■ Problem statement
Check each line of the records below and collect those that include the word "fillStyle".
----
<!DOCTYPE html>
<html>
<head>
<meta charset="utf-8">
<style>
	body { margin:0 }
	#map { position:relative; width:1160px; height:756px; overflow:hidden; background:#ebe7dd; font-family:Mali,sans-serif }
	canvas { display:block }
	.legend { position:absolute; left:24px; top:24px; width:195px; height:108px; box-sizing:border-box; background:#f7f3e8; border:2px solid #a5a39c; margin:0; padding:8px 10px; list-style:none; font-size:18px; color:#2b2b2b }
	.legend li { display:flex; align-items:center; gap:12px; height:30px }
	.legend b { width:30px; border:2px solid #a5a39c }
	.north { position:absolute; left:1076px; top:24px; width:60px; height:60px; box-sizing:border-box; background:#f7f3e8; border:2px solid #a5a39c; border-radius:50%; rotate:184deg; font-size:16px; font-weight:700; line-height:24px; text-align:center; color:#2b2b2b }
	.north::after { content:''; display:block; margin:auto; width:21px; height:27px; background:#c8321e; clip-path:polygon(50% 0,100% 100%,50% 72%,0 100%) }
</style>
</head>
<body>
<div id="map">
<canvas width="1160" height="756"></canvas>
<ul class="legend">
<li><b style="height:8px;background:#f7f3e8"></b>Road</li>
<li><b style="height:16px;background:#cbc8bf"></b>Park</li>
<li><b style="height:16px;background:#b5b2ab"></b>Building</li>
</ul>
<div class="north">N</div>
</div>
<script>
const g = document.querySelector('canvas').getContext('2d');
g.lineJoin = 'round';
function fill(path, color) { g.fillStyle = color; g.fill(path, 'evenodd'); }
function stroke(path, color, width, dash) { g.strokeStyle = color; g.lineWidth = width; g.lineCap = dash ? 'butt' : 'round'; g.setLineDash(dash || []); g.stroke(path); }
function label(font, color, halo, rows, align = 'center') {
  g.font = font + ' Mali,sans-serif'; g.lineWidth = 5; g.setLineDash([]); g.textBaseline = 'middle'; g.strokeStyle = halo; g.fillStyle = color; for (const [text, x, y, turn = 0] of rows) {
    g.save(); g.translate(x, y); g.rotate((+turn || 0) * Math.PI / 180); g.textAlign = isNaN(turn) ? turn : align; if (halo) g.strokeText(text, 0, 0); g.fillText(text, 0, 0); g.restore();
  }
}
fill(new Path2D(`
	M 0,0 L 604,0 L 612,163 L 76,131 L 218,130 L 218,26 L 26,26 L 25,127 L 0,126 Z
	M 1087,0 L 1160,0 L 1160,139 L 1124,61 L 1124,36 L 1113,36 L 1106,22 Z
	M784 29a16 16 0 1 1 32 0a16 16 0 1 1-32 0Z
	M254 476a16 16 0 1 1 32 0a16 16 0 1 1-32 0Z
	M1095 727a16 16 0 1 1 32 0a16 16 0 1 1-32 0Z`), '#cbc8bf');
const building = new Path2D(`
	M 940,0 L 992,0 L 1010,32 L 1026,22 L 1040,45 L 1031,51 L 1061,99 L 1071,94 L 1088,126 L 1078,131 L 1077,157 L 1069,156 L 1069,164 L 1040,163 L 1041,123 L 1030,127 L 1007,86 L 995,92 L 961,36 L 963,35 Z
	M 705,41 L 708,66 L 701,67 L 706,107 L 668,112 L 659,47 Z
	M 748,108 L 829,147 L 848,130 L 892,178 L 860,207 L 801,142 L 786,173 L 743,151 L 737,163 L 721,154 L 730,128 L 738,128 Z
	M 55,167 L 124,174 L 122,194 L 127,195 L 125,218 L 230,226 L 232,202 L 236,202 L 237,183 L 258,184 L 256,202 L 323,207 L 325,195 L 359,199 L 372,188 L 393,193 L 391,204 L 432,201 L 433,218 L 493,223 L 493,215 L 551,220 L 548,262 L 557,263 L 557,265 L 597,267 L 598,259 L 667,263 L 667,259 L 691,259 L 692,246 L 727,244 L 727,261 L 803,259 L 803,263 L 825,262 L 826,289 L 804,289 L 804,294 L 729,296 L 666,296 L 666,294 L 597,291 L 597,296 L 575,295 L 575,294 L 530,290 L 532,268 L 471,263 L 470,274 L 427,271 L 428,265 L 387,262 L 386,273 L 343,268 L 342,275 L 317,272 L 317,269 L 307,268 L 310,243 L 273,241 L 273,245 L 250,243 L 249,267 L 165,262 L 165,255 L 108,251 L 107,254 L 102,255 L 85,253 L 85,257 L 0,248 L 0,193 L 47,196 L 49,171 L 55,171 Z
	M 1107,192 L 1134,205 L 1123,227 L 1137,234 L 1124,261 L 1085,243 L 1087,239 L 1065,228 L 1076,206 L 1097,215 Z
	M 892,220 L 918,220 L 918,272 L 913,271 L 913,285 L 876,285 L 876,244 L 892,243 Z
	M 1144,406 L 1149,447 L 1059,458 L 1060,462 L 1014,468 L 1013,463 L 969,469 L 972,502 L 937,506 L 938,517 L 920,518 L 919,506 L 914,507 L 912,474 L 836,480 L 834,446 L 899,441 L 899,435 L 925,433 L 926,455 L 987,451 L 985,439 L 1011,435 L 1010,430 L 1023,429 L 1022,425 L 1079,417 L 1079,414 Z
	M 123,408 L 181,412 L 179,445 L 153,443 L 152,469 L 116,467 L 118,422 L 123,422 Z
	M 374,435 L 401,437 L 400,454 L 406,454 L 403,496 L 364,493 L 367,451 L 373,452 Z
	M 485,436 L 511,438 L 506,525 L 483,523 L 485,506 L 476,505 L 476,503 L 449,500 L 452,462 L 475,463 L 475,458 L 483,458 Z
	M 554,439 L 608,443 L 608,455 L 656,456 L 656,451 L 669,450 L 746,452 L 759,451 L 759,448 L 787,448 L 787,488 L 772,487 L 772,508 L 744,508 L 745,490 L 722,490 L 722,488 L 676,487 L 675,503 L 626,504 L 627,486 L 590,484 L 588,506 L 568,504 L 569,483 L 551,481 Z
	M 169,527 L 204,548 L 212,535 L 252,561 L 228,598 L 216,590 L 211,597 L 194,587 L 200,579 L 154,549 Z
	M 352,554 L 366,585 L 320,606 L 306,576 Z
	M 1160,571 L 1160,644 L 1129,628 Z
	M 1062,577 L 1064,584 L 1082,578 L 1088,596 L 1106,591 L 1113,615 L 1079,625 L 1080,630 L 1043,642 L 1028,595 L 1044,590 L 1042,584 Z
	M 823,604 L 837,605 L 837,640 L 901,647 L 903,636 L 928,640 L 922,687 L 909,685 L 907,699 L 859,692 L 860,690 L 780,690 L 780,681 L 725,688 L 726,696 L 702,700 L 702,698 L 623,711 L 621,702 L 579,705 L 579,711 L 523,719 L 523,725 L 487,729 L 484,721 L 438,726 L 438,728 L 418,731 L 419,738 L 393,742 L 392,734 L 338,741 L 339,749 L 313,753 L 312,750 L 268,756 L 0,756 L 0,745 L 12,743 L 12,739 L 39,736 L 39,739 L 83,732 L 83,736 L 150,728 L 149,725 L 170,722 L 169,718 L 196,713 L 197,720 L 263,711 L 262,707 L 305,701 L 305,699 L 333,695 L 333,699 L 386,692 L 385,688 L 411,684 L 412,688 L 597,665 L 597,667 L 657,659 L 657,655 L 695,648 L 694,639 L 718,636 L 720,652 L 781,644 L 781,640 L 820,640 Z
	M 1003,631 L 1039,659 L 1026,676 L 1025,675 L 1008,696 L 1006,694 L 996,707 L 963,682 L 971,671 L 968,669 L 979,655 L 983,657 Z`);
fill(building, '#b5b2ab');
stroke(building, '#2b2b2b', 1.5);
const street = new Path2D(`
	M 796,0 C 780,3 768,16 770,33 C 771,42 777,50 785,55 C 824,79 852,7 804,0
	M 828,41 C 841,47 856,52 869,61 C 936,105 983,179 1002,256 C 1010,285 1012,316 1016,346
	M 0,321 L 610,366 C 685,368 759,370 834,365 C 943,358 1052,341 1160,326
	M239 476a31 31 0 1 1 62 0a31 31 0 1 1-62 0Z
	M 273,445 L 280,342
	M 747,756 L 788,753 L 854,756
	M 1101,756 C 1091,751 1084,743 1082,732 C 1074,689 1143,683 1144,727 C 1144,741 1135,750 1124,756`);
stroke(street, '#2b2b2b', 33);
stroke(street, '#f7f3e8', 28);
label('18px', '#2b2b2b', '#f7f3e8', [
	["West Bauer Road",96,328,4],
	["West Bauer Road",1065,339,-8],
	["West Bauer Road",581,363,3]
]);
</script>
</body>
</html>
----
■ Response
function fill(path, color) { g.fillStyle = color; g.fill(path, 'evenodd'); }
  g.font = font + ' Mali,sans-serif'; g.lineWidth = 5; g.setLineDash([]); g.textBaseline = 'middle'; g.strokeStyle = halo; g.fillStyle = color; for (const [text, x, y, turn = 0] of rows) {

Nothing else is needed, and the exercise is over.